Loading content...
The primal formulation of soft margin SVM—minimizing $\frac{1}{2}|\mathbf{w}|^2 + C\sum\xi_i$ subject to margin constraints—is perfectly valid and can be solved directly. So why introduce an alternative dual formulation?
The dual offers three profound advantages:
Kernel trick enabling: The dual depends on training points only through their inner products $\mathbf{x}_i^\top\mathbf{x}_j$. This allows replacing inner products with kernel functions, enabling nonlinear decision boundaries in high (even infinite) dimensional spaces.

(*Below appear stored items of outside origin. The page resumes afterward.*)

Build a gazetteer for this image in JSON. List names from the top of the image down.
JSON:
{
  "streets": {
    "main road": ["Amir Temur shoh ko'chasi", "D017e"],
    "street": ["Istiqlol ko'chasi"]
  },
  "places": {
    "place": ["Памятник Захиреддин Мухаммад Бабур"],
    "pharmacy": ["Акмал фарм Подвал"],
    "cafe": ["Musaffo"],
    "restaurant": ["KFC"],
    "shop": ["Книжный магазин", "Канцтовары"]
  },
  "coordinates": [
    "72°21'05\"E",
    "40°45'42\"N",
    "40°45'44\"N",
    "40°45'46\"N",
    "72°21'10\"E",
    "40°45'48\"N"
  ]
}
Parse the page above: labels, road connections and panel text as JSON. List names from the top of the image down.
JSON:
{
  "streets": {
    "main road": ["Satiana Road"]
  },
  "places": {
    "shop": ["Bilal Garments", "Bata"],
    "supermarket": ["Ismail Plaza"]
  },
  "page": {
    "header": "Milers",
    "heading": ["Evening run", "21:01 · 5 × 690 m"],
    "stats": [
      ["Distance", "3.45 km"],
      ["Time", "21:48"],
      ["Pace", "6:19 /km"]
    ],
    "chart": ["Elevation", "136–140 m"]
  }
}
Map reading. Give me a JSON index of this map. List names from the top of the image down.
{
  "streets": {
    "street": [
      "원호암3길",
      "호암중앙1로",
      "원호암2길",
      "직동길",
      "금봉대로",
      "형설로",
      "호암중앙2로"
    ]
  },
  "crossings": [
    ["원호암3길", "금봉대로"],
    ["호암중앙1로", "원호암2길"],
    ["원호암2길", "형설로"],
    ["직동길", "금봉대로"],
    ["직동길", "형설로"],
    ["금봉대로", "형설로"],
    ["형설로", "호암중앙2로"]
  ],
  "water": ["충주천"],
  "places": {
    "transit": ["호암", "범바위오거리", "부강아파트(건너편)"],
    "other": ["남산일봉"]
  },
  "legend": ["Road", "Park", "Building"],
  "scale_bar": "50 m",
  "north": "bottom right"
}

Sparse representation: The optimal solution depends only on support vectors—points with $\alpha_i > 0$. Predictions require computing inner products with only these points, not all training data.
Optimization efficiency: For many problems, particularly with kernels, the dual is computationally preferable. The number of variables is $n$ (samples) regardless of dimensionality.
The dual formulation transforms SVM from a geometric margin maximizer into an elegant optimization over point importances, revealing deep mathematical structure.
This page derives the dual formulation of soft margin SVM from first principles. You will understand Lagrangian duality, KKT conditions, the dual optimization problem, and how the solution relates back to the primal. This mathematical framework is essential for kernel SVMs and understanding SVM optimization algorithms.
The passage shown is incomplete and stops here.